- [Task details]: Write only the number of lines in the entries that hold the string "RIDGE".

- [Records for processing]:
"""

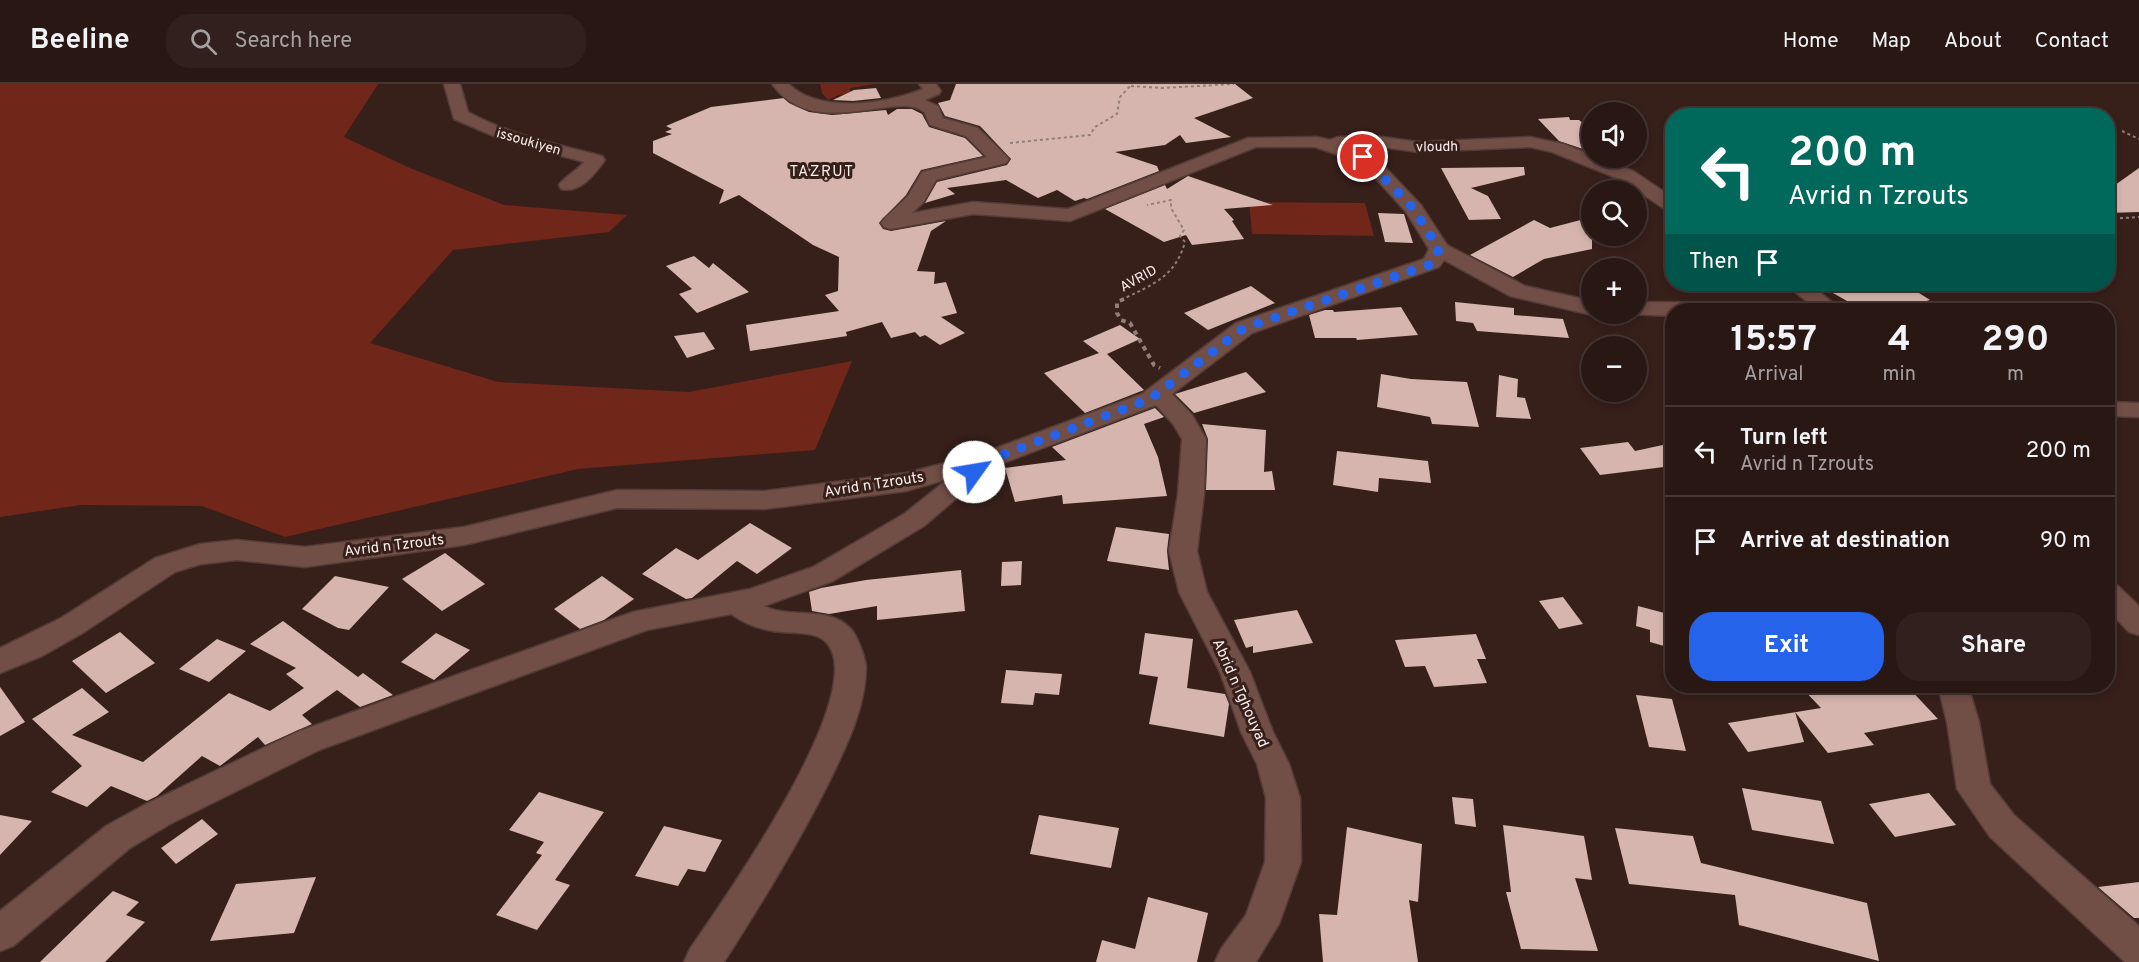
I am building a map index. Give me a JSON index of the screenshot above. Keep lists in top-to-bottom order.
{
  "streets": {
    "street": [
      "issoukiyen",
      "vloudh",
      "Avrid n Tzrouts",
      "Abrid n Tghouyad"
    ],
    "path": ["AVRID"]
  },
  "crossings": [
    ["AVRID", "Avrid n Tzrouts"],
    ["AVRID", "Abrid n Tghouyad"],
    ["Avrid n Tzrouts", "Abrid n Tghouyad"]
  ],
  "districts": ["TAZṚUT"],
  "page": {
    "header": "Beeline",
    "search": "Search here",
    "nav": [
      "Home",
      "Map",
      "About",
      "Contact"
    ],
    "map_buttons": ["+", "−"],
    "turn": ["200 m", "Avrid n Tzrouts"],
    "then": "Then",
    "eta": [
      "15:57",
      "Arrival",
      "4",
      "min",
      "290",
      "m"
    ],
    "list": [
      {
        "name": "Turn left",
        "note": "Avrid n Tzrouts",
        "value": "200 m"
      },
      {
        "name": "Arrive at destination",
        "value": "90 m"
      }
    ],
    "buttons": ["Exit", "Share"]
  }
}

"""
"""

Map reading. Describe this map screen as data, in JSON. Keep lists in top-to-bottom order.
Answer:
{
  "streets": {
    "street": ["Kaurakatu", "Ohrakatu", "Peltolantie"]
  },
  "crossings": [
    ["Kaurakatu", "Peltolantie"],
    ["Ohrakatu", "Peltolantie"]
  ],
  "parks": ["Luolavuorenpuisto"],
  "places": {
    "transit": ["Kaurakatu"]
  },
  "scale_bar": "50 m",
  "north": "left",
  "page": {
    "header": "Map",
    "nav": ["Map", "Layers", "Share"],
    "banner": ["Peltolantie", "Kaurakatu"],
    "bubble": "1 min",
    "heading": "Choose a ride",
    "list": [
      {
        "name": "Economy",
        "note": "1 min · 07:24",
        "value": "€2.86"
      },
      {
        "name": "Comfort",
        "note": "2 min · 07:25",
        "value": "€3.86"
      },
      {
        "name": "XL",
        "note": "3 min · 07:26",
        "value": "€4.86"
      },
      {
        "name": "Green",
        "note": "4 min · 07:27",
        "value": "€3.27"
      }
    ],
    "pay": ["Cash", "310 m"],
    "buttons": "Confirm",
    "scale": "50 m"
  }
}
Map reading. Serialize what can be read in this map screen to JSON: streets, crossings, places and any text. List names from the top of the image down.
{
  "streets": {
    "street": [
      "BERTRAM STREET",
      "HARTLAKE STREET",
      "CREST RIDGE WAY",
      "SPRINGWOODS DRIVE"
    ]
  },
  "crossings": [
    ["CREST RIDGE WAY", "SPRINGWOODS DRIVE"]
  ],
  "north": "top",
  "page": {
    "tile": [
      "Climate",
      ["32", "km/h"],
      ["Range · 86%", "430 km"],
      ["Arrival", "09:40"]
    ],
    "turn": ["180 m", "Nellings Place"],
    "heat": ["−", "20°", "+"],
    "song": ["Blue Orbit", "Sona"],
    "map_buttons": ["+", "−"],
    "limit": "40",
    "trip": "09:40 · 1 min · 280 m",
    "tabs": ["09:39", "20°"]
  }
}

"""

- [Written solution]: 2